Duncan Swain is a Creative Director, journalist and sometimes speaker, specialising in data visualization. He co-founded the Information is Beautiful Studio in London and comes from a background of 20 years in journalism, design and digital platforms.
In 2016 he will sit on the Graphic Design Jury at the D&AD Professional Awards. This year, for the first time, D&AD is introducing a sub-category of Graphic Design specifically for Data Visualisation. Below, Duncan argues that this is a welcome addition to the landscape, and celebrates the fact that data viz has become a mainstream form of communication.
Data viz or, what’s sometimes seen as its poorer cousin, infographics, have become an established part of our daily media diet. You can’t make it through a day’s Twitter stream, the free morning paper or a broadsheet’s business section without stumbling over scaled bubbles, a chord diagram or small multiples of choropleths. I exaggerate for effect, but you get the picture.

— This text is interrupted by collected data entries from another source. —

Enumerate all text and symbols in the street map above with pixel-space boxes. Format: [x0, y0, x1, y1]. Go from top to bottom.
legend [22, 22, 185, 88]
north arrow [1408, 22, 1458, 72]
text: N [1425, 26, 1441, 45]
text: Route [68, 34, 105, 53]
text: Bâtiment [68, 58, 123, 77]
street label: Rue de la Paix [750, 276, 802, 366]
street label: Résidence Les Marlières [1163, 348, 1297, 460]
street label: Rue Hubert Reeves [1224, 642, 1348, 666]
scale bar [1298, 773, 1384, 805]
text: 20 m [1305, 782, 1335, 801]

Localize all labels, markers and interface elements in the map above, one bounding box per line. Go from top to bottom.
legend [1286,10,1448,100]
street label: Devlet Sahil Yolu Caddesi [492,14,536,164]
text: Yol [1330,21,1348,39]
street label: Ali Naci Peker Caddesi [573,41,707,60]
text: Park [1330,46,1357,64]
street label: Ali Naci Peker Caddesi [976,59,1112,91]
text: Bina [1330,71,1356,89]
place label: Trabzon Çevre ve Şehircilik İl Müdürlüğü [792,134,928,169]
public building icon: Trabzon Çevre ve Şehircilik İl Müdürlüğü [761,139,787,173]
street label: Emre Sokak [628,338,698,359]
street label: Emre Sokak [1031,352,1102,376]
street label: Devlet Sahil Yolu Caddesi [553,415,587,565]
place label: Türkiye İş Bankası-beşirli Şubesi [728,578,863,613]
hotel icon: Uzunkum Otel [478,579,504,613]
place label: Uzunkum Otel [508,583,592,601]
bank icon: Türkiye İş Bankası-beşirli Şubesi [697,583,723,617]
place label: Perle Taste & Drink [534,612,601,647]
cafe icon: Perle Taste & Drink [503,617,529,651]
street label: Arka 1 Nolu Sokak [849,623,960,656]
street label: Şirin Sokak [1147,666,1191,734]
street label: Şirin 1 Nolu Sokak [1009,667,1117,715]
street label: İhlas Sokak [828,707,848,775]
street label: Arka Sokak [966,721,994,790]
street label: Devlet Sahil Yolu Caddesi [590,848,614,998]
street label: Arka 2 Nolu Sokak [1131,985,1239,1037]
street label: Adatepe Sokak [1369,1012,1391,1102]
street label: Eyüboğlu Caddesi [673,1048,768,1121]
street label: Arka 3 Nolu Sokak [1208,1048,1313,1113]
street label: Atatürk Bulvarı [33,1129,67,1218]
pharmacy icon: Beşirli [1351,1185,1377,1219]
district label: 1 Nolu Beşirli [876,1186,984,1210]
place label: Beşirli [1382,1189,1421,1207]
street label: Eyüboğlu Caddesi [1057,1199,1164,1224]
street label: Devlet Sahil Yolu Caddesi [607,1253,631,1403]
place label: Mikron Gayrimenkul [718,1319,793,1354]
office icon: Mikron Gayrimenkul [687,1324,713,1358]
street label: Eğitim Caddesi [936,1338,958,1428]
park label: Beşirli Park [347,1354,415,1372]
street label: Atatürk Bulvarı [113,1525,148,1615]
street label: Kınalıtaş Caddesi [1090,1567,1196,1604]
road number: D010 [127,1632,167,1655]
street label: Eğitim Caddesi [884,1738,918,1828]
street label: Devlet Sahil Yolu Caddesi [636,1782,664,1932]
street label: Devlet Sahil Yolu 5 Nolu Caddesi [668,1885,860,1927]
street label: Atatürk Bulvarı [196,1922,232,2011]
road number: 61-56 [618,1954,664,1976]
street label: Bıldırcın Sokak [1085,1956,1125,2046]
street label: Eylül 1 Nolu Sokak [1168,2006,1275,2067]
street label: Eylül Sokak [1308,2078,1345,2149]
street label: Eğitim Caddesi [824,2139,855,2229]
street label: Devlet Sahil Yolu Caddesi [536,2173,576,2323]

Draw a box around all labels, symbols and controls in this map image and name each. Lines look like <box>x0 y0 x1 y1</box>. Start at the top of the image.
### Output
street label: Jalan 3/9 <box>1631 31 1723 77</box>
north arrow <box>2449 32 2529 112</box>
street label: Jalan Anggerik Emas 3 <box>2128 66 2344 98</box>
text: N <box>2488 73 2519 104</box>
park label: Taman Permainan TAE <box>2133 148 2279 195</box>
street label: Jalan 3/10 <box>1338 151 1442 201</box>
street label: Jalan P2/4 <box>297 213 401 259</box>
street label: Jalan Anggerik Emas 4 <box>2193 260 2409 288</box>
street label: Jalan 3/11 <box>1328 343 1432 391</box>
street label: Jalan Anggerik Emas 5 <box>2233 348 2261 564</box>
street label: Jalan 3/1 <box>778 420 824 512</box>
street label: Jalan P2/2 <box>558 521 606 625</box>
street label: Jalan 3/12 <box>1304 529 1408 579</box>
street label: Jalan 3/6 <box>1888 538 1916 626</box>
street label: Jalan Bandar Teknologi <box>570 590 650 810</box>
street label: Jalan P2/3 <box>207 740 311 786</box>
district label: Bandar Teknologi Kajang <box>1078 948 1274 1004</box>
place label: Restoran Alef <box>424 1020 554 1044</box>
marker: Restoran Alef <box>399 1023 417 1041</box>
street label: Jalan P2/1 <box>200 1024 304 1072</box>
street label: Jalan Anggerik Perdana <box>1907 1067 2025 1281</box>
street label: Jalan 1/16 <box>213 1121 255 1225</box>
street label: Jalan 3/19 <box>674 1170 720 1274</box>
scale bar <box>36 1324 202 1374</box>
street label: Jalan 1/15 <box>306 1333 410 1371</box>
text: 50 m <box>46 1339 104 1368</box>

Data visualisation has now taken its rightful place among the more traditional storytelling formats we all know and love – text articles, videos, audio pieces, illustrations. Using data instead of words as the main substance of a story can be an intriguing, innovative way of revealing something unknown. We can make connections, show patterns and isolate outliers that would otherwise remain hidden in the huge swathes of data that businesses, organizations, governments and even the devices we carry with us record every day.
Data viz is nothing new – Florence Nightingale was using it to persuade the British government to spend more on fighting infections in grim Crimean War hospitals in the 1850s – but it is here to stay.
So this is great timing for D&AD to be launching its inaugural Data Visualisation sub-category in Graphic Design. It’s good to see a major design-oriented organisation recognising the discipline.
After all, data visualisation can, and should, fundamentally be about great design because at its heart visualisation is about communication. And great successful, innovative communication can and should be underpinned by the best design. That could be pure graphic design, or interaction design, or animation or annotated live action. But it has to be great. And it should be recognised by awards.
As with all new disciplines mainstream organisations can run a little behind the industry focused players. After all, Spain’s Malofiej awards have been around since 1993 and our own Information is Beautiful Awards will be in its fifth year in 2016.
And I think this also points D&AD in the direction it also needs to take next. Having a Data Visualisation category is an admirable starting point. The next step would be to recognise this branch of design in all its granular glory.
Data visualisation can be expressed in so many different ways; interactive online or on mobile; a physical installation (see our pieces for Kew Gardens Spice Festival last summer); a motion graphic; or projection mapped onto an exhibition space. All are perfectly valid and point to this being a growing, flourishing area of expertise that deserves even more focus and recognition.